Blog Post |
Noise in Data vs Noise in Computation
This blog will discuss an often-asked question when people start learning about differential privacy[1] and its power to protect individual privacy: “Are you just adding noise to the data?” It is an important question that needs to be properly addressed because of the various approaches available to apply differential privacy, each having its purposes, strengths, and weaknesses. This post begins with some background on why “randomness” solves the problem of privacy. Then, we review how companies such as Apple, Chrome (Google), and LeapYear use differential privacy in various ways to solve a wide variety of privacy problems and why “just adding noise to the data” oversimplifies how privacy is achieved.
Why is randomness important for privacy?
The topic of privacy in general concerns the control of information. We can consider examples of use cases and services that apply when we want our data to be private:
- When we shop online, we rely on HTTPS encryption to restrict the access of eavesdroppers to information on the wire.
- We rely on services like PayPal and Apple Pay to centralize and control payment information, reducing the number of possible points of data breaches.
- We also rely on regulatory frameworks such as HIPAA to define how our personal information should be handled and shared.

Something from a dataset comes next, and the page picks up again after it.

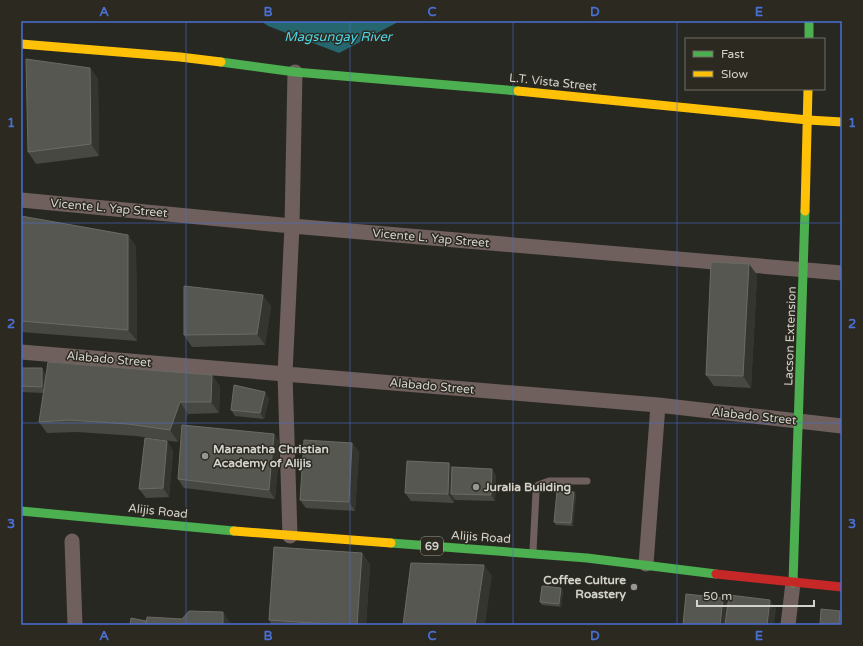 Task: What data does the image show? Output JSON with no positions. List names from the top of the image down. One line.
{"streets":{"main road":["L.T. Vista Street","Lacson Extension","Alijis Road","69"],"street":["Vicente L. Yap Street","Alabado Street"]},"crossings":[["L.T. Vista Street","Lacson Extension"],["Vicente L. Yap Street","Lacson Extension"],["Lacson Extension","Alabado Street"],["Lacson Extension","Alijis Road"]],"water":["Magsungay River"],"places":["Maranatha Christian Academy of Alijis","Juralia Building","Coffee Culture Roastery"],"legend":["Fast","Slow"],"scale_bar":"50 m","grid":{"columns":["A","B","C","D","E"],"rows":["1","2","3"]}} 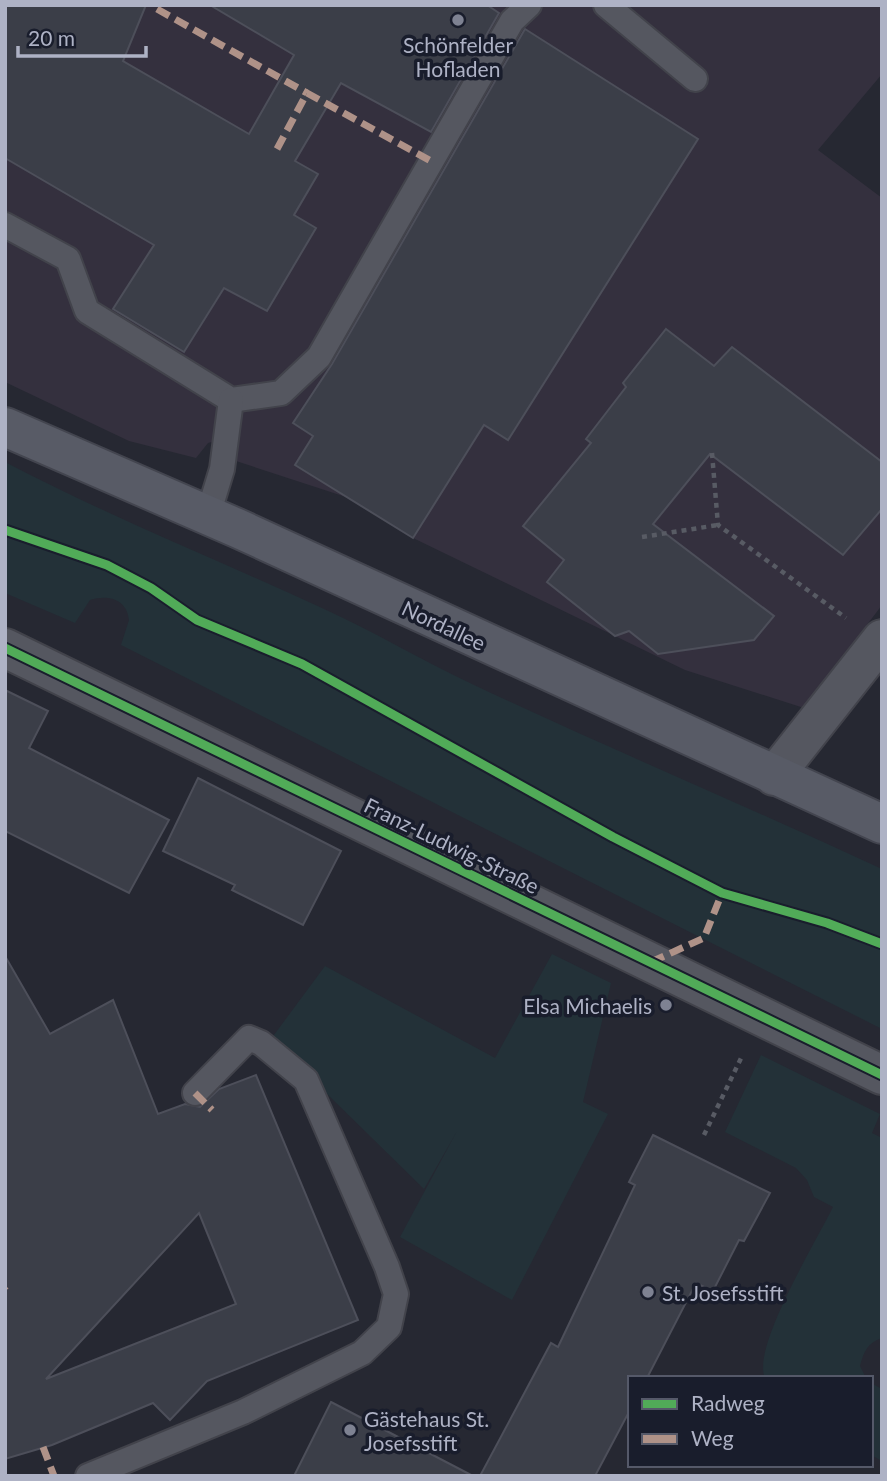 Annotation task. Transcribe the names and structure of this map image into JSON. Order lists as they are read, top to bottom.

Many factors contribute to the control and loss of privacy. Much of the focus is on the malicious actor—someone purposely trying to steal information and expose private information. Unfortunately, loss of information control is not entirely the work of hackers and other bad actors. There are examples in the recent past where either through the lack of understanding or weaknesses in defined standards, private information was available for attack and re-identification. Aside from the situations wherein the analysts themselves become the problem and exfiltrate the data (think Edward Snowden), AOL famously published over half a million web search queries of its users with associated (hashed) usernames[2]. Even though actual usernames were not released in the data set, the information in the queries was more than sufficient to re-identify many individuals. By combining multiple pieces of information, attackers can single-out a user. For example, a user who searched for “Moving service near <zip code>” and “<surname> genealogy” in the AOL release might be identifiable to a specific individual for a determined attacker.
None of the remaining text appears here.